# [Work required]
Find every line in the records that holds the string "symbols". Copy each one.

=== Records for this task ===

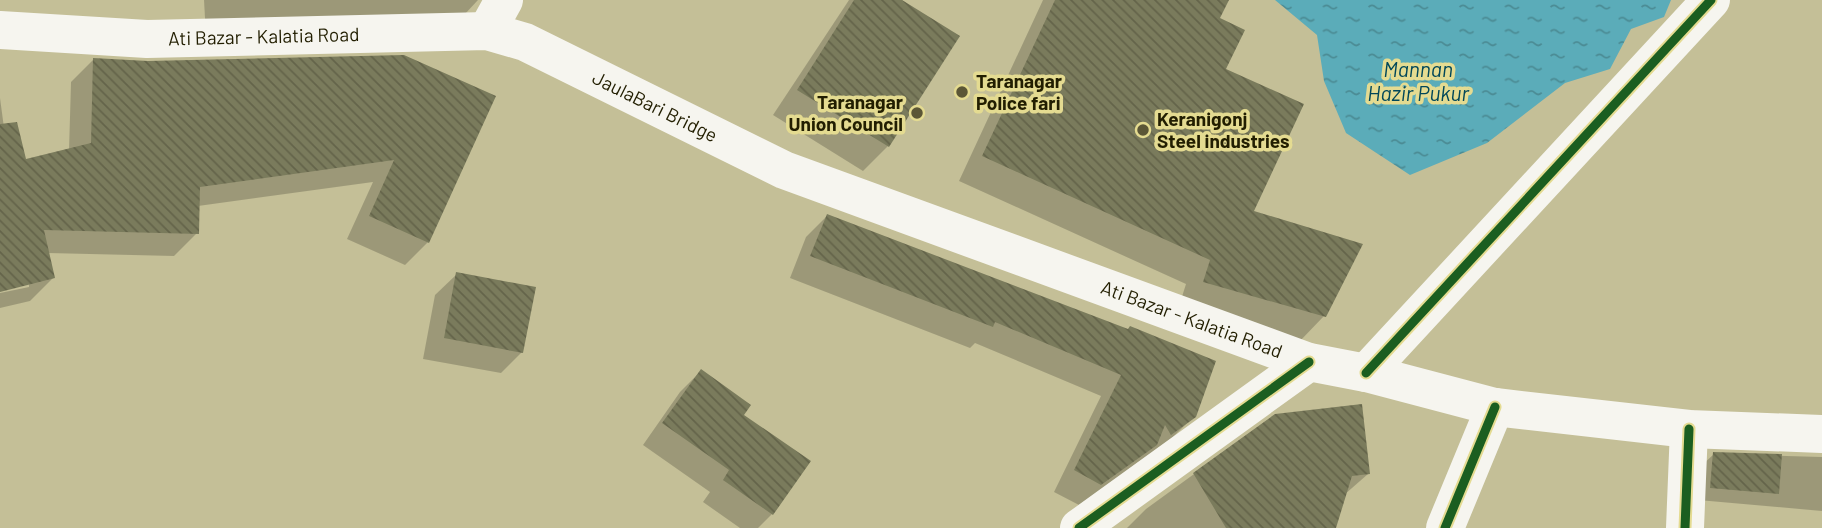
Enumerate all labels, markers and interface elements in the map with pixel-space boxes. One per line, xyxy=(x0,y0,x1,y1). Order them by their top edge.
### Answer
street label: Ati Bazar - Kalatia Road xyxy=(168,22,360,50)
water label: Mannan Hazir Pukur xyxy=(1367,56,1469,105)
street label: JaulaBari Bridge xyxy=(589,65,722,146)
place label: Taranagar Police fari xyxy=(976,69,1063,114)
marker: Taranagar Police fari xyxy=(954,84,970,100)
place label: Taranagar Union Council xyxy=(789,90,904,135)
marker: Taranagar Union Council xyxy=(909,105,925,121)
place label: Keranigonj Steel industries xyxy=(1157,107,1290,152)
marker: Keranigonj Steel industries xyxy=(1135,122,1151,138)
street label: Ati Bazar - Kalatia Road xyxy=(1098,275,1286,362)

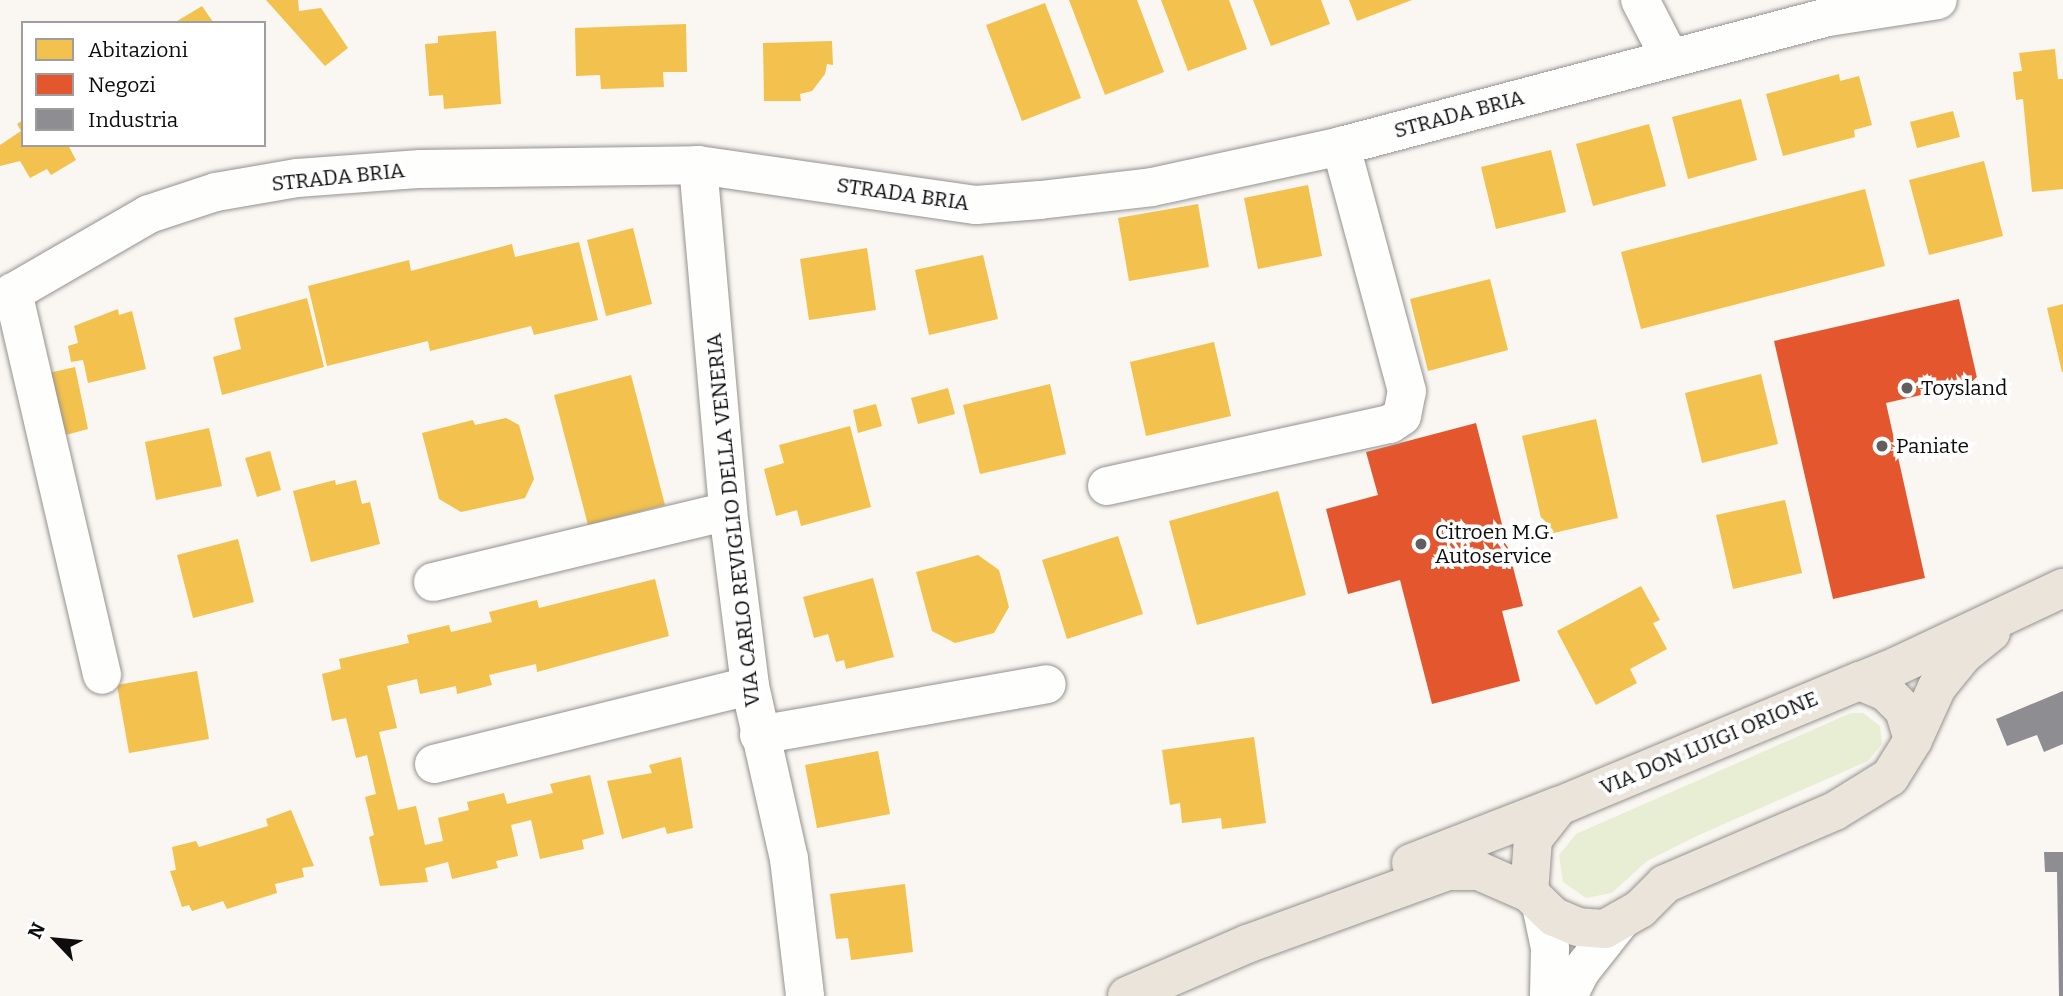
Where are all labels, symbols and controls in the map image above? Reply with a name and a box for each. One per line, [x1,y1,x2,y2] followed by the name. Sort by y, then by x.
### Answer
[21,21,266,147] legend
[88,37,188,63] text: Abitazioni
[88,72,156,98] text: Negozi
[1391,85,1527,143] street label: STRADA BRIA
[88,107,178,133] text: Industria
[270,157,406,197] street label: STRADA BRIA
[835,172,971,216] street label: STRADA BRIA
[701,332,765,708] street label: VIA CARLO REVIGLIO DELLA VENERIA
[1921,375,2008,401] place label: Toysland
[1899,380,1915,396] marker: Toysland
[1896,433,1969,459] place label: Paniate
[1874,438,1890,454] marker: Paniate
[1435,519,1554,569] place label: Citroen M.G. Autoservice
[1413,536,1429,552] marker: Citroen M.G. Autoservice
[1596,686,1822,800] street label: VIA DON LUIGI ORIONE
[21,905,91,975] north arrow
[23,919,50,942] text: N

===
=== Records for this task ===

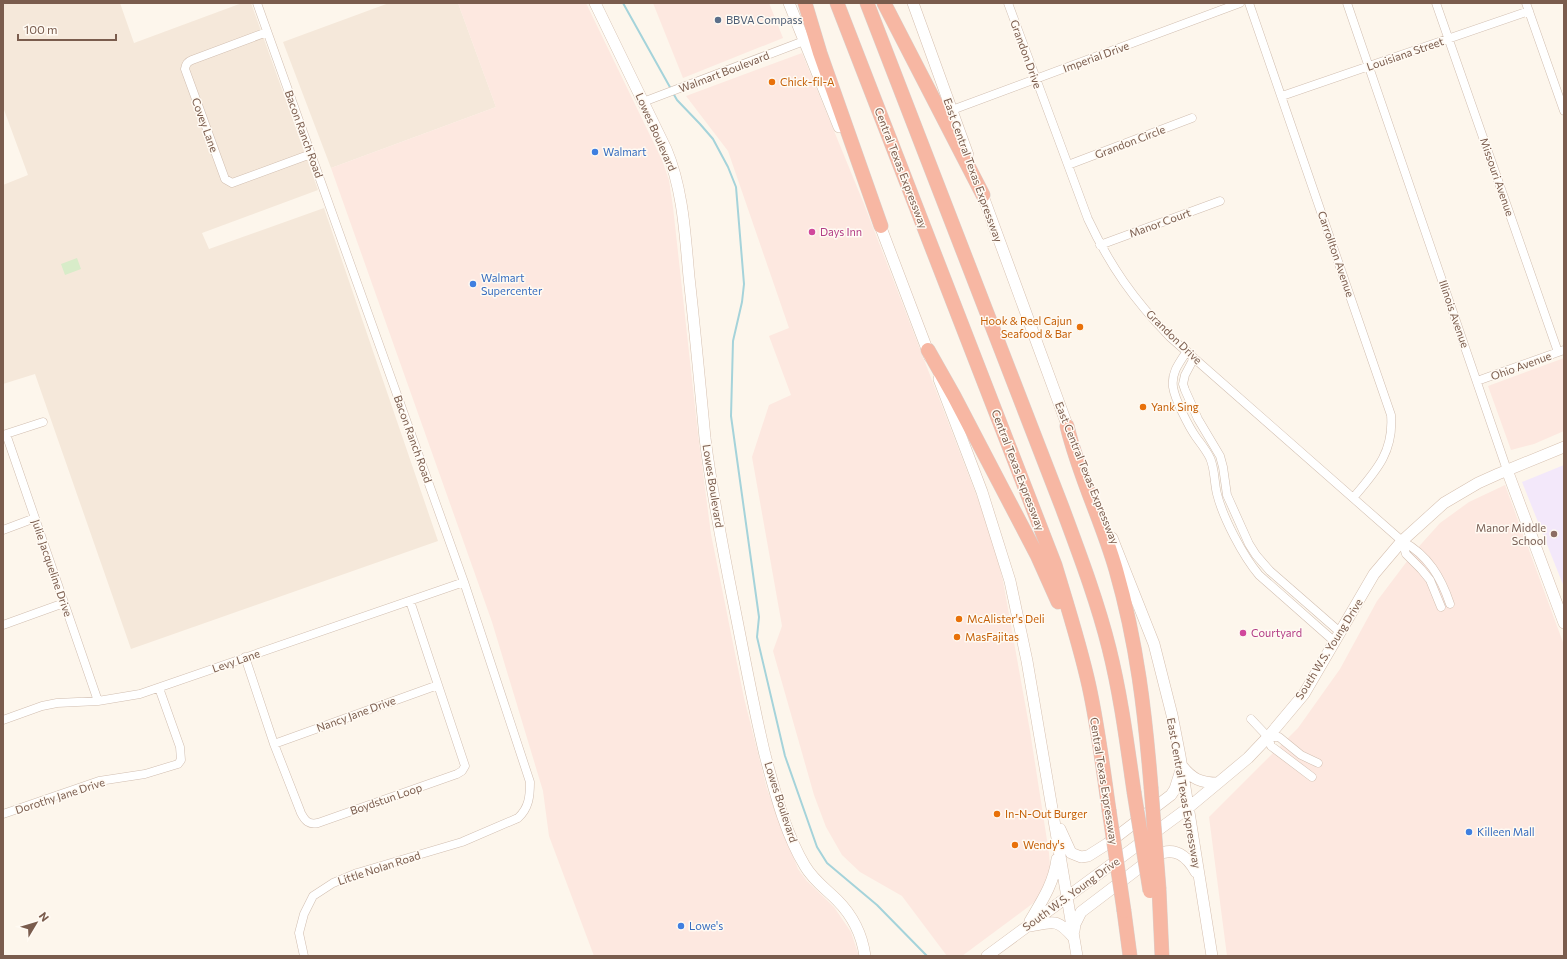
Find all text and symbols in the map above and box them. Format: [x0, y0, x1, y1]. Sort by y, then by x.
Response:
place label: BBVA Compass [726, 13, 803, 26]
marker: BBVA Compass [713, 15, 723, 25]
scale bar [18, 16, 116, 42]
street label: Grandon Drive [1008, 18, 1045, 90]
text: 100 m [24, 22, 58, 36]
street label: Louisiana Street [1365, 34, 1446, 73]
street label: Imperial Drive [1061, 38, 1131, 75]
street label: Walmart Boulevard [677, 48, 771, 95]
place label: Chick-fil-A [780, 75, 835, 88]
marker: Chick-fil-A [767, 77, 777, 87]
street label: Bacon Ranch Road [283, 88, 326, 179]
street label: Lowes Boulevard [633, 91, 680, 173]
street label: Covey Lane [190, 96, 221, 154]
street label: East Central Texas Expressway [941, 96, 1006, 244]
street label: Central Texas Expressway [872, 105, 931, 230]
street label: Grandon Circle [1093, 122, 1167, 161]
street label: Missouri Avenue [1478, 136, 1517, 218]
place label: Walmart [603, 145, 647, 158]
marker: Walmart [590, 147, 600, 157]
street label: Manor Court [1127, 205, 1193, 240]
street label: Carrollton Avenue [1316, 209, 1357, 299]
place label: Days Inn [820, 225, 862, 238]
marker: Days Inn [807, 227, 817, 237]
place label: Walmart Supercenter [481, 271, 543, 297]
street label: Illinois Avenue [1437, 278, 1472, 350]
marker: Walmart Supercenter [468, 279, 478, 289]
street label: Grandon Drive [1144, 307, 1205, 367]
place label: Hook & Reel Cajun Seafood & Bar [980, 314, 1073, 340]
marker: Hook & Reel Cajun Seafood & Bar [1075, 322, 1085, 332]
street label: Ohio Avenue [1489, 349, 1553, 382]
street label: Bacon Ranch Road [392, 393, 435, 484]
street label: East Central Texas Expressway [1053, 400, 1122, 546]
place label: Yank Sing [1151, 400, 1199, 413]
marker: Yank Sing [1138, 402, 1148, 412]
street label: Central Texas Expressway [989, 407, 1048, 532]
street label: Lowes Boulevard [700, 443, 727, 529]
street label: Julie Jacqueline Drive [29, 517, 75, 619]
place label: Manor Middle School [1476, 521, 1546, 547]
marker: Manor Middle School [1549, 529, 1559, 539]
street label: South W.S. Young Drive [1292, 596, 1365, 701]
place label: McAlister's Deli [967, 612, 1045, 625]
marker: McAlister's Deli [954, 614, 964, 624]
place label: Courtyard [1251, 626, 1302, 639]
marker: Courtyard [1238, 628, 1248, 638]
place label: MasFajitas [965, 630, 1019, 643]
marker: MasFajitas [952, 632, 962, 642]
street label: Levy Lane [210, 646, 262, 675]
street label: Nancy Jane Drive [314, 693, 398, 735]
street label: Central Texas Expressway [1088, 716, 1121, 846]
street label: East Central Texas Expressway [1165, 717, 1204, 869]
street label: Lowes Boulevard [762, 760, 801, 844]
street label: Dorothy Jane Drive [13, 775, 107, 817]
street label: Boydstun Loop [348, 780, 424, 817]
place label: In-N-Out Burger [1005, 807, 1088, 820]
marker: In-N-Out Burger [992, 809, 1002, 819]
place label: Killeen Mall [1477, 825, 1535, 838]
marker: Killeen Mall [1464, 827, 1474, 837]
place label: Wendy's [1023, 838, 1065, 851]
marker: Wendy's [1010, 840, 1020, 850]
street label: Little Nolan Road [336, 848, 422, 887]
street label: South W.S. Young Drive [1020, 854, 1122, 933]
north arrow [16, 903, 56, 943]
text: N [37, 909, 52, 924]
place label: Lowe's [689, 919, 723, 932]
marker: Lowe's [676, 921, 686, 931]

===

# [Written response]
Where are all labels, symbols and controls in the map image above? Reply with a name and a box for each. One per line, [x1,y1,x2,y2] followed by the name. Sort by y, then by x.
Find all text and symbols in the map above and box them. Format: [x0, y0, x1, y1]. Sort by y, then by x.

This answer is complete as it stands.